Exercise: big files

In this assignment you’ll increase the maximum size of an xv6 file. Currently xv6 files are limited to 140 sectors, or 71,680 bytes. This limit comes from the fact that an xv6 inode contains 12 “direct” block numbers and one “single indirect” block number, which refers to a block that holds up to 128 more block numbers, for a total of 12+128=140. You’ll change the xv6 file system code to support a “double indirect” block in each inode, containing 128 addresses of single indirect blocks, each of which can contain up to 128 addresses of data blocks. The result will be that a file will be able to consist of up to 16,523 sectors (or about 8 megabytes).

Preliminaries

First, grab the source code:

git clone -b big https://github.com/xiw/xv6.git

or if you have checked out xv6 before:

git pull; git checkout big

Start up xv6, and run big. It creates as big a file as xv6 will let it, and reports the resulting size. It should say 140 sectors for now.

What to look at

The format of an on-disk inode is defined by struct dinode in fs.h. You’re particularly interested in NDIRECT, NINDIRECT, MAXFILE, and the addrs[] element of struct dinode.

The code that finds a file’s data on disk is in bmap() in fs.c. Have a look at it and make sure you understand what it’s doing. bmap() is called both when reading and writing a file. When writing, bmap() allocates new blocks as needed to hold file content, as well as allocating an indirect block if needed to hold block addresses.

bmap() deals with two kinds of block numbers:

  • The bn argument is a “logical block”—a block number relative to the start of the file.
  • The block numbers in ip->addrs[], and the argument to bread(), are disk block numbers.

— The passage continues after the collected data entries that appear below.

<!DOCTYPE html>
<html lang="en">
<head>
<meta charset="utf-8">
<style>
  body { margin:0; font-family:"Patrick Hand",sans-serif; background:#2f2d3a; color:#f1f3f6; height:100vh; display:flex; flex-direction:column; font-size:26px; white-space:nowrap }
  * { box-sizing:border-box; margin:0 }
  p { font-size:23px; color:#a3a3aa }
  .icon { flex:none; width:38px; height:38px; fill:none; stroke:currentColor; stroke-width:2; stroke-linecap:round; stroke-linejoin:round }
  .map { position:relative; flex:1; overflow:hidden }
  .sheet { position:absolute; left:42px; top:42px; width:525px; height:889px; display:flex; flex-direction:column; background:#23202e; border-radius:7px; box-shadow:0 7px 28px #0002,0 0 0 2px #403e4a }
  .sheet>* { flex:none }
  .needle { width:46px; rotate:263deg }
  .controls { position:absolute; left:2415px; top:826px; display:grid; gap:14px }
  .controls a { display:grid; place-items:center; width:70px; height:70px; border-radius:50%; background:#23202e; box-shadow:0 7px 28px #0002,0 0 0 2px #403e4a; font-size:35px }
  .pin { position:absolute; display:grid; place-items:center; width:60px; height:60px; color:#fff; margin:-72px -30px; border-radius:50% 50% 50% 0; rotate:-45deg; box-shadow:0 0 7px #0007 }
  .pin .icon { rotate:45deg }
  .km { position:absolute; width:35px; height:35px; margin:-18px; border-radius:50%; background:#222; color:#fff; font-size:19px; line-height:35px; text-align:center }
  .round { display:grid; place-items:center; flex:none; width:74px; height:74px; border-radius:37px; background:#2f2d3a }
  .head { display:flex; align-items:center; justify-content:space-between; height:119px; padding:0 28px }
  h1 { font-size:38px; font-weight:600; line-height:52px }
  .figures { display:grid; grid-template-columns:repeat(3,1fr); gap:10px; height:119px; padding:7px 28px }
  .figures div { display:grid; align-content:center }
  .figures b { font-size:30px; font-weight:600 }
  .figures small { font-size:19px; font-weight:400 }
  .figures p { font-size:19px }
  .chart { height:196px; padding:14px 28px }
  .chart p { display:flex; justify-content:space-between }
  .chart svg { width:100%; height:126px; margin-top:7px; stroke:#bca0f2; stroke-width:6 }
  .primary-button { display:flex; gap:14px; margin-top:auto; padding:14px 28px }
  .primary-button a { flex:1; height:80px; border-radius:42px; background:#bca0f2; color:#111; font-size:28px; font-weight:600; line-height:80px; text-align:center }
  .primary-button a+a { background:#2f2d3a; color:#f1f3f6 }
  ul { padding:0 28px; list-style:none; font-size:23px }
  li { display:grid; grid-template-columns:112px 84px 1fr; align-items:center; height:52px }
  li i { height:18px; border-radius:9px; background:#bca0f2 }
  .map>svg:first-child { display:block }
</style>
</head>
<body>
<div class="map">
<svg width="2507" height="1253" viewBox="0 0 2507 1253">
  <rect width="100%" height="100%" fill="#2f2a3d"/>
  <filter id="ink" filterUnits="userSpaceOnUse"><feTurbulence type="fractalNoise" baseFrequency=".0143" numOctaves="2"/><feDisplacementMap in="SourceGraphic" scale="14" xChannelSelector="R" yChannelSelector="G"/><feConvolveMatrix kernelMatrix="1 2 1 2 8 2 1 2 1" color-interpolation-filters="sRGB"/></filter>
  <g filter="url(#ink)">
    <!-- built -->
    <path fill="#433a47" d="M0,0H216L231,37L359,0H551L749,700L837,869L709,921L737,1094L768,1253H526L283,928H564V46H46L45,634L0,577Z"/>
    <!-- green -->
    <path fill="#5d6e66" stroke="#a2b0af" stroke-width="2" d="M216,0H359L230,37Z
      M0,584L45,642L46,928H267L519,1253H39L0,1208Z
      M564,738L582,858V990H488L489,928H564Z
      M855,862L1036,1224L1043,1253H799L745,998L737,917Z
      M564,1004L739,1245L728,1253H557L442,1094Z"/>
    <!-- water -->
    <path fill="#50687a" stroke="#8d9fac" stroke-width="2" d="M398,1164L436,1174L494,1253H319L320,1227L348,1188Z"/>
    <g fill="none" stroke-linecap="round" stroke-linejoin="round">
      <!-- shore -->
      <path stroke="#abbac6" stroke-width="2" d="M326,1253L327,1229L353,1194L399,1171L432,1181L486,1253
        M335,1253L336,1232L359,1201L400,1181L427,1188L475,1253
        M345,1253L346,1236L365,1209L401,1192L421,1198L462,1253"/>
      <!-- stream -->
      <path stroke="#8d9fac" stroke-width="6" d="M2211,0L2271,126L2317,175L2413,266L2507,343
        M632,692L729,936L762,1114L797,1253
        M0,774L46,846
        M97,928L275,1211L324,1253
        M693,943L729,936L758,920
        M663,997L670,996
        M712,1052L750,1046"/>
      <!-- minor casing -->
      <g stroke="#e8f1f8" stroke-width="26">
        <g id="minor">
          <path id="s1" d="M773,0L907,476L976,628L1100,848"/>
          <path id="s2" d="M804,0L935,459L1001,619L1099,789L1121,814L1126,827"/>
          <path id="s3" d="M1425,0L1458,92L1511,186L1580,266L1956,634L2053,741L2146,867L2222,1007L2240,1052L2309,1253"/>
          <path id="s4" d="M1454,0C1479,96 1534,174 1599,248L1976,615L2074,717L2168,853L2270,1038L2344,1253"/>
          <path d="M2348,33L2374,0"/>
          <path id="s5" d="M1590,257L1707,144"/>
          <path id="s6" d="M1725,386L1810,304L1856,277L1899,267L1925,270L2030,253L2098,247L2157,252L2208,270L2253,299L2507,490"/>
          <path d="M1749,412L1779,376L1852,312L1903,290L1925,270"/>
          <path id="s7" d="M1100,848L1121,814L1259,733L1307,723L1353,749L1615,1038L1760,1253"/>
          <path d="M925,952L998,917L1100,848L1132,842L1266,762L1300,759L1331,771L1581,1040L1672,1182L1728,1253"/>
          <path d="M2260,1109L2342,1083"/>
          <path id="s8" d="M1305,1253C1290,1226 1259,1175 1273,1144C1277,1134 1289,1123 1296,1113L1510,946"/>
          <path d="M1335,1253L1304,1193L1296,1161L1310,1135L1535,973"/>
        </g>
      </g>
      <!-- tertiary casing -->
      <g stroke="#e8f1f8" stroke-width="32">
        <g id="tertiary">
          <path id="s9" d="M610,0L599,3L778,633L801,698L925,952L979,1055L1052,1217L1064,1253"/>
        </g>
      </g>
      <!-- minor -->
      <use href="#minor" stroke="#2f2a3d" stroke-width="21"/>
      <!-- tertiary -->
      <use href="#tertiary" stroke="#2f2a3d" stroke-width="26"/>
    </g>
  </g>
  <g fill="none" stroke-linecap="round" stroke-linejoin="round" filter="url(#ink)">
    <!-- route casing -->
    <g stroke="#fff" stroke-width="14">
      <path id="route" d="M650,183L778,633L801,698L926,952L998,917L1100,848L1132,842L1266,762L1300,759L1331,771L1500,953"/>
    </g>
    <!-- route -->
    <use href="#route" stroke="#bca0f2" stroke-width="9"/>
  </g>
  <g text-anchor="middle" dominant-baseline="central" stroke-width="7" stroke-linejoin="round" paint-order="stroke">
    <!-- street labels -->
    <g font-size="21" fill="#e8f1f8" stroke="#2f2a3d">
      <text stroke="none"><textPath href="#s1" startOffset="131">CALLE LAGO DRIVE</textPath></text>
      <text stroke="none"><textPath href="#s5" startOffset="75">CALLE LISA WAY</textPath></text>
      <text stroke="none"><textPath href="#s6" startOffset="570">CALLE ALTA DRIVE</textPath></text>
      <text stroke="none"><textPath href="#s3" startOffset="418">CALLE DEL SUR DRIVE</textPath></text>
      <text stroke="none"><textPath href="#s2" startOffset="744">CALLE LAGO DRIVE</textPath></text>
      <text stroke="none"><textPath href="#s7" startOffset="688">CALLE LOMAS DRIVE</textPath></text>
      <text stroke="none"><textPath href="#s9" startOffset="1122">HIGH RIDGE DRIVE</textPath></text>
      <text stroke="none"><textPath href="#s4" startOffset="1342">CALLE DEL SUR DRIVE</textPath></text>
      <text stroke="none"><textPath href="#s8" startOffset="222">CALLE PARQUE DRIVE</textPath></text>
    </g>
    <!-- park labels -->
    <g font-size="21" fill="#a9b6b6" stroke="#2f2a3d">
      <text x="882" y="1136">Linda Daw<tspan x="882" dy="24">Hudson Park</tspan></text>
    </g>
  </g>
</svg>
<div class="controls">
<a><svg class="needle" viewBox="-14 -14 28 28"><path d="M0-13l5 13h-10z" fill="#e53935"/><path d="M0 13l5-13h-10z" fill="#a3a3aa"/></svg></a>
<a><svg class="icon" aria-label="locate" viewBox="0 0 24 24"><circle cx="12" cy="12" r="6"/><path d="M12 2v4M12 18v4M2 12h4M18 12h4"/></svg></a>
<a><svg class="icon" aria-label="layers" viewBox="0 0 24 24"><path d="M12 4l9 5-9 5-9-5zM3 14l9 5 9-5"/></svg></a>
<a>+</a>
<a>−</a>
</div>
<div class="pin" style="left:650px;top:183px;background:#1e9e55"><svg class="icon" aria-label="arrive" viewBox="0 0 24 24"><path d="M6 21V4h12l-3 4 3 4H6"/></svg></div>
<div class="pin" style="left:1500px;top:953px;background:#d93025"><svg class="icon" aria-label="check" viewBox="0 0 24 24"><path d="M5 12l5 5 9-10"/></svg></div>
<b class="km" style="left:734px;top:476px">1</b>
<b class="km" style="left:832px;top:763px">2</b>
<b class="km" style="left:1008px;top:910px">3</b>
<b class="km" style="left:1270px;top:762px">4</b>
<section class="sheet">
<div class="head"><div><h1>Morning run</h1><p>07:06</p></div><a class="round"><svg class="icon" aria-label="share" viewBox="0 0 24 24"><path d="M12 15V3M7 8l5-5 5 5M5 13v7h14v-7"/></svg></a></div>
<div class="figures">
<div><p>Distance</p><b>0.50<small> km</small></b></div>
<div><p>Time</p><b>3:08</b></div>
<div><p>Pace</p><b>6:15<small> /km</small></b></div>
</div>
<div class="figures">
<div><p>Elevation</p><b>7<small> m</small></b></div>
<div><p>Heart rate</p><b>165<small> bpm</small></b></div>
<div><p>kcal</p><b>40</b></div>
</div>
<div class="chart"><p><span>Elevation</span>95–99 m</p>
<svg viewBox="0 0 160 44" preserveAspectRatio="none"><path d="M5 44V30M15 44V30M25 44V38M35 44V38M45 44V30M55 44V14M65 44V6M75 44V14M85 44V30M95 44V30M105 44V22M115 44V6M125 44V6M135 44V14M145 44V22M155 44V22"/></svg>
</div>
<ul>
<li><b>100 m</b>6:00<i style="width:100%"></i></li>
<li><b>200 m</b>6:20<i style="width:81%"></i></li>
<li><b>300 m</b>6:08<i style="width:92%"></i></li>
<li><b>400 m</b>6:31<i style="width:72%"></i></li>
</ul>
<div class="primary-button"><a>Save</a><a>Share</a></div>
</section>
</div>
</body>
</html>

You can view bmap() as mapping a file’s logical block numbers into disk block numbers.

Your job

Modify bmap() so that it implements a double indirect block, in addition to direct blocks and a single indirect block. You’ll have to have only 11 direct blocks, rather than 12, to make room for your new double indirect block; you’re not allowed to change the size of an on-disk inode. The first 11 elements of ip->addrs[] should be direct blocks; the 12th should be a single indirect block (just like the current one); the 13th should be your new double indirect block.

You don’t have to modify xv6 to handle deletion of files with double indirect blocks.

If all goes well, big will now report that it can write 16,523 sectors. It will take big a few dozen seconds to finish.

If you change the definition of NDIRECT, you’ll probably have to change the size of addrs[] in struct inode in file.h. Make sure that struct inode and struct dinode have the same number of elements in their addrs[] arrays.

You should allocate indirect blocks and double indirect blocks only as needed, like the original bmap().

Hints:

  • Don’t forget to brelse() each block that you bread().
  • If your file system gets into a bad state, perhaps by crashing, you may need to delete fs.img (do this from your host OS, not xv6).

Make sure you understand why adding a double indirect block increases the maximum file size by 16,384 blocks (really 16383, since you have to decrease the number of direct blocks by one).

What would the maximum size of an xv6 file be if you further added a triple indirect block (and removed one direct block)?